**What the task requires**
In full and without alteration, print the entries.

**Supplied entries**
>>>>>

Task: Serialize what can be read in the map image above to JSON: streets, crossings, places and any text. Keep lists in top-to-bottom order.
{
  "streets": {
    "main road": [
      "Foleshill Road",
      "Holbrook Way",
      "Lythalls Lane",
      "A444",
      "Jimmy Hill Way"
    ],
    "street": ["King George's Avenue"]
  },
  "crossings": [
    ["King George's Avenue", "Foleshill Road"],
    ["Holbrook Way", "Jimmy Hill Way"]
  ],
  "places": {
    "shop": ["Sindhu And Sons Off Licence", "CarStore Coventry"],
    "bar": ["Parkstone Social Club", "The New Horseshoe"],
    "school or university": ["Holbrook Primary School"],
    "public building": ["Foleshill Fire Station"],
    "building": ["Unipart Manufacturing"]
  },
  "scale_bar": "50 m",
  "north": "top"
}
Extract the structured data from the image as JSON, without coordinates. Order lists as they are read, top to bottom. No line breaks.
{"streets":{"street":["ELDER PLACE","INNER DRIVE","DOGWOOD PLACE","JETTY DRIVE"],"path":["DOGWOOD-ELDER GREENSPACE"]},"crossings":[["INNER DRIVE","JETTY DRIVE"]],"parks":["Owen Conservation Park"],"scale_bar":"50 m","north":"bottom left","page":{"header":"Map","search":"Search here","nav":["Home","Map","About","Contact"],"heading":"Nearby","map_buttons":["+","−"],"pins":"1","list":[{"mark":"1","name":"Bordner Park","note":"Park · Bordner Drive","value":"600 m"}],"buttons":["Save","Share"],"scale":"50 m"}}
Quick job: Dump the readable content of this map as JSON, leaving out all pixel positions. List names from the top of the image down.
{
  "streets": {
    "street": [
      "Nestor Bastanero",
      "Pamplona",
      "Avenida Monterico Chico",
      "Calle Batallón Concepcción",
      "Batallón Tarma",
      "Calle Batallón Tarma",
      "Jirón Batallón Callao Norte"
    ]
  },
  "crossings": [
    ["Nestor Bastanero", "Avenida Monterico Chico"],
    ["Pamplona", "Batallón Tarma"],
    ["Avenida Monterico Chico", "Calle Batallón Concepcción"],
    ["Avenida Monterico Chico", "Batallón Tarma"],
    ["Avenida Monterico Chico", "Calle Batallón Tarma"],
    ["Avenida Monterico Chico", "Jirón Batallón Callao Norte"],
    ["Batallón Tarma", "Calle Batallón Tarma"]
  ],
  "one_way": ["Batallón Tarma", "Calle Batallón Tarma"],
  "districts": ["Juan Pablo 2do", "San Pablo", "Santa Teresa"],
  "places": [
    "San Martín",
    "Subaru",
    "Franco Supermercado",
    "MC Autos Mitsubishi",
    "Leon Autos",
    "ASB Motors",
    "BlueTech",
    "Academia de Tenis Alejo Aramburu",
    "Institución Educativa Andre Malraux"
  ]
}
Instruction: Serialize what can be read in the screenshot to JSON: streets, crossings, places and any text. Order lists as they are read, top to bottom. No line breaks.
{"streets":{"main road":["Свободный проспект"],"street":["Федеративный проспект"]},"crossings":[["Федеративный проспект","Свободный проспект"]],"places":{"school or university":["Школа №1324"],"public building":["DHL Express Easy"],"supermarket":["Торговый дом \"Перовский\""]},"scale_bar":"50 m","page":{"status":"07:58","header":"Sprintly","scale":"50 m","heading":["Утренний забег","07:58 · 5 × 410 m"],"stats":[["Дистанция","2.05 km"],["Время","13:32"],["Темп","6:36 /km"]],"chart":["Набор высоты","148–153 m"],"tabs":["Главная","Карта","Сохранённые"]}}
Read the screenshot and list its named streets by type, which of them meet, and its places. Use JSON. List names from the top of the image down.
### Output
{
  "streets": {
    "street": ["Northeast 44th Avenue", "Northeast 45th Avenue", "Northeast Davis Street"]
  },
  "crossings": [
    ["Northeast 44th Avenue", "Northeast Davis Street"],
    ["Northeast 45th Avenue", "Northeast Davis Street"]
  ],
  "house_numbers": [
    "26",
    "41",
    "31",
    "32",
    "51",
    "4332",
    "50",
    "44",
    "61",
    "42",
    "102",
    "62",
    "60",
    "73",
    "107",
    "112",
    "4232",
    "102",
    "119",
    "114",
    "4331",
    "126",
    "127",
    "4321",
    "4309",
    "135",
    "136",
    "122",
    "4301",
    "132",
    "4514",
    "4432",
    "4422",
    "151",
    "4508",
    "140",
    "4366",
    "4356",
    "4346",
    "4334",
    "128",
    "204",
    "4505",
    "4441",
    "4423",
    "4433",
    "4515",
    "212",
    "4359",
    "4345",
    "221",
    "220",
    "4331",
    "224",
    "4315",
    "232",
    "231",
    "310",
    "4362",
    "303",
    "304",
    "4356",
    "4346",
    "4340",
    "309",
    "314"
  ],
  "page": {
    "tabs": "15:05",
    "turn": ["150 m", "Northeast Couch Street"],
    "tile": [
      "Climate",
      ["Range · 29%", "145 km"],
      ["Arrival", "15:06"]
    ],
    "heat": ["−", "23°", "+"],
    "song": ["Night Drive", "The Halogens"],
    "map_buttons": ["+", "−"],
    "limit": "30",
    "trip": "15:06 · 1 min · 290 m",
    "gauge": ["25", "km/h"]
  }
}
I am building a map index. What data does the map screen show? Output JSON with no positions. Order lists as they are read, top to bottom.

<<<<<

**Task solution**
Task: Serialize what can be read in the map image above to JSON: streets, crossings, places and any text. Keep lists in top-to-bottom order.
{
  "streets": {
    "main road": [
      "Foleshill Road",
      "Holbrook Way",
      "Lythalls Lane",
      "A444",
      "Jimmy Hill Way"
    ],
    "street": ["King George's Avenue"]
  },
  "crossings": [
    ["King George's Avenue", "Foleshill Road"],
    ["Holbrook Way", "Jimmy Hill Way"]
  ],
  "places": {
    "shop": ["Sindhu And Sons Off Licence", "CarStore Coventry"],
    "bar": ["Parkstone Social Club", "The New Horseshoe"],
    "school or university": ["Holbrook Primary School"],
    "public building": ["Foleshill Fire Station"],
    "building": ["Unipart Manufacturing"]
  },
  "scale_bar": "50 m",
  "north": "top"
}
Extract the structured data from the image as JSON, without coordinates. Order lists as they are read, top to bottom. No line breaks.
{"streets":{"street":["ELDER PLACE","INNER DRIVE","DOGWOOD PLACE","JETTY DRIVE"],"path":["DOGWOOD-ELDER GREENSPACE"]},"crossings":[["INNER DRIVE","JETTY DRIVE"]],"parks":["Owen Conservation Park"],"scale_bar":"50 m","north":"bottom left","page":{"header":"Map","search":"Search here","nav":["Home","Map","About","Contact"],"heading":"Nearby","map_buttons":["+","−"],"pins":"1","list":[{"mark":"1","name":"Bordner Park","note":"Park · Bordner Drive","value":"600 m"}],"buttons":["Save","Share"],"scale":"50 m"}}
Quick job: Dump the readable content of this map as JSON, leaving out all pixel positions. List names from the top of the image down.
{
  "streets": {
    "street": [
      "Nestor Bastanero",
      "Pamplona",
      "Avenida Monterico Chico",
      "Calle Batallón Concepcción",
      "Batallón Tarma",
      "Calle Batallón Tarma",
      "Jirón Batallón Callao Norte"
    ]
  },
  "crossings": [
    ["Nestor Bastanero", "Avenida Monterico Chico"],
    ["Pamplona", "Batallón Tarma"],
    ["Avenida Monterico Chico", "Calle Batallón Concepcción"],
    ["Avenida Monterico Chico", "Batallón Tarma"],
    ["Avenida Monterico Chico", "Calle Batallón Tarma"],
    ["Avenida Monterico Chico", "Jirón Batallón Callao Norte"],
    ["Batallón Tarma", "Calle Batallón Tarma"]
  ],
  "one_way": ["Batallón Tarma", "Calle Batallón Tarma"],
  "districts": ["Juan Pablo 2do", "San Pablo", "Santa Teresa"],
  "places": [
    "San Martín",
    "Subaru",
    "Franco Supermercado",
    "MC Autos Mitsubishi",
    "Leon Autos",
    "ASB Motors",
    "BlueTech",
    "Academia de Tenis Alejo Aramburu",
    "Institución Educativa Andre Malraux"
  ]
}
Instruction: Serialize what can be read in the screenshot to JSON: streets, crossings, places and any text. Order lists as they are read, top to bottom. No line breaks.
{"streets":{"main road":["Свободный проспект"],"street":["Федеративный проспект"]},"crossings":[["Федеративный проспект","Свободный проспект"]],"places":{"school or university":["Школа №1324"],"public building":["DHL Express Easy"],"supermarket":["Торговый дом \"Перовский\""]},"scale_bar":"50 m","page":{"status":"07:58","header":"Sprintly","scale":"50 m","heading":["Утренний забег","07:58 · 5 × 410 m"],"stats":[["Дистанция","2.05 km"],["Время","13:32"],["Темп","6:36 /km"]],"chart":["Набор высоты","148–153 m"],"tabs":["Главная","Карта","Сохранённые"]}}
Read the screenshot and list its named streets by type, which of them meet, and its places. Use JSON. List names from the top of the image down.
### Output
{
  "streets": {
    "street": ["Northeast 44th Avenue", "Northeast 45th Avenue", "Northeast Davis Street"]
  },
  "crossings": [
    ["Northeast 44th Avenue", "Northeast Davis Street"],
    ["Northeast 45th Avenue", "Northeast Davis Street"]
  ],
  "house_numbers": [
    "26",
    "41",
    "31",
    "32",
    "51",
    "4332",
    "50",
    "44",
    "61",
    "42",
    "102",
    "62",
    "60",
    "73",
    "107",
    "112",
    "4232",
    "102",
    "119",
    "114",
    "4331",
    "126",
    "127",
    "4321",
    "4309",
    "135",
    "136",
    "122",
    "4301",
    "132",
    "4514",
    "4432",
    "4422",
    "151",
    "4508",
    "140",
    "4366",
    "4356",
    "4346",
    "4334",
    "128",
    "204",
    "4505",
    "4441",
    "4423",
    "4433",
    "4515",
    "212",
    "4359",
    "4345",
    "221",
    "220",
    "4331",
    "224",
    "4315",
    "232",
    "231",
    "310",
    "4362",
    "303",
    "304",
    "4356",
    "4346",
    "4340",
    "309",
    "314"
  ],
  "page": {
    "tabs": "15:05",
    "turn": ["150 m", "Northeast Couch Street"],
    "tile": [
      "Climate",
      ["Range · 29%", "145 km"],
      ["Arrival", "15:06"]
    ],
    "heat": ["−", "23°", "+"],
    "song": ["Night Drive", "The Halogens"],
    "map_buttons": ["+", "−"],
    "limit": "30",
    "trip": "15:06 · 1 min · 290 m",
    "gauge": ["25", "km/h"]
  }
}
I am building a map index. What data does the map screen show? Output JSON with no positions. Order lists as they are read, top to bottom.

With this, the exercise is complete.